No final, estimou a PM de Brasília, o grupo que pedia o fim da ladroagem reunia cerca de 25 mil pessoas. Alheia à programação paralela, Dilma dividia o pedaço de palanque que lhe coube com seus familiares.
Dilma passa a mão na cabeça do neto
Separada dos manifestantes por um tapume, Dilma parecia divertir-se com o neto Gabriel, no colo da filha Paula. Gabriel e a rapaziada da marcha, eis o que havia de diferente na festa brasiliense da Independência.
Na face do neto de Dilma, a inocência de um brasileiro indefeso. Na cara dos manifestantes, a impaciência de brasileiros em busca da legítima defesa. Para alguma coisa o lero-lero higienizador de Dilma serviu. A faxina não foi feita. Mas o vaivém expôs a sujeira que os tapetes já não conseguem esconder.
Ao livrar o pescoço de Jaqueline Roriz (PMN-DF) da lâmina, a Câmara ajudou a acender o pavio. “A absolvição dela foi o estopim para essa marcha”, disse o estudante Marcos Maia, 18, um quase homônimo do presidente da Câmara, Marco Maia (PT-RS).

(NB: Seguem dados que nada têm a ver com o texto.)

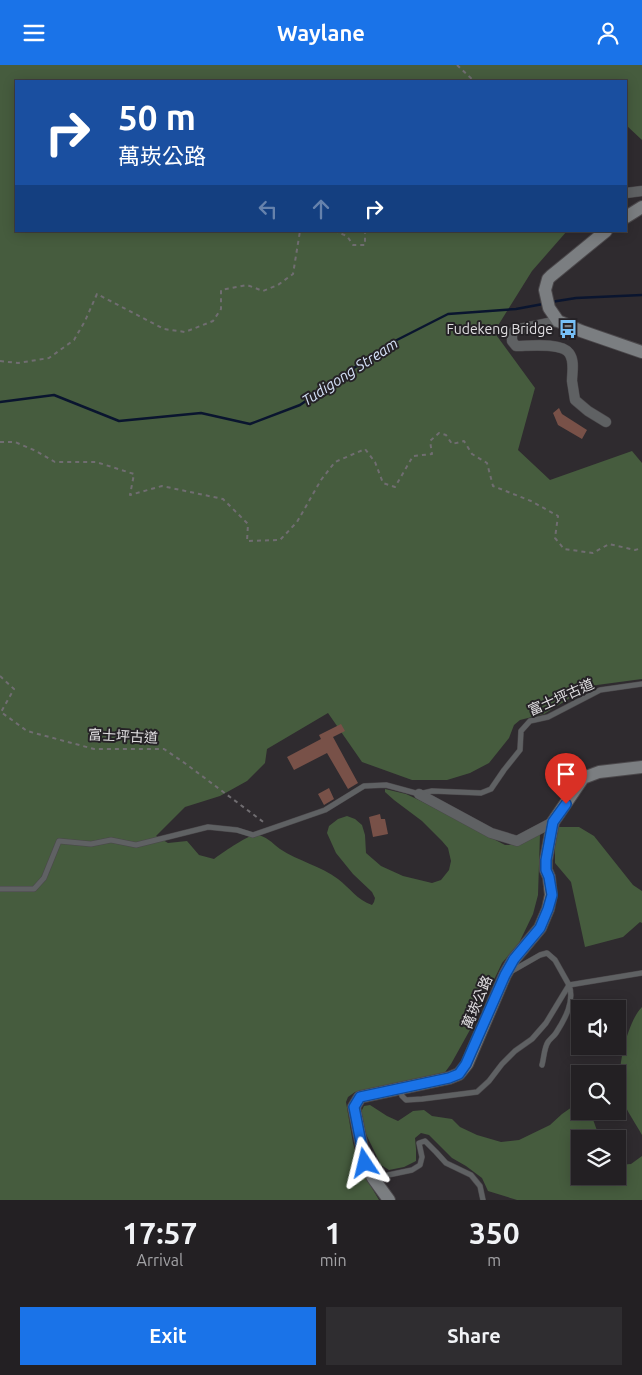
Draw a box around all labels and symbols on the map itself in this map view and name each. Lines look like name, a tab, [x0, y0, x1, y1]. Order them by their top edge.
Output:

Tomados pelas faixas e palavras de ordem, os manifestantes se insurgiam contra todo o melado que escorre dos podres poderes. Houve ataques ao voto secreto no Legislativo. Faixas e cartazes mencionavam a roubalheira nos ministérios. Promoveu-se a lavagem simbólica da pasta da Agricultura e do Congresso.
Apelou-se pela aplicação da Lei da ficha Limpa. Protestou-se até contra Ricardo Teixeira, o eterno presidente da Confederação Brasileira de Futebol. Em meio à multidão de jovens, algumas rugas. Alzerina Salles Pereira, 66, aposentada, foi ao asfalto vestida de preto. “Aqui no Brasil, o dinheiro sobra para poucos, enquanto muitos passam fome”, queixou-se.
Também presente, Ophir Cavalcante, o presidente da OAB, construiu uma analogia do movimento nascente com outros períodos históricos: “Essa é uma forma de dizer que país queremos, com moralidade e justiça. É um grito que precisa ser ouvido…”
“…A classe média saiu de casa e veio para a rua. Foi assim com as Diretas-Já e com o impeachment. É assim que começa.”
Difícil saber se o movimento ganhará as proporções insinuadas por Ophir. Mas num ponto o mandachuva da OAB tem razão: “É assim que começa.” Ficou demonstrado que, se quiserem, os patrícios também podem fazer da internet plataforma de lançamento para uma “Primavera Brasileira”.
Dependendo de como reagir, Dilma pode entregar ao neto Gabriel um país com menos lodo. Ou não.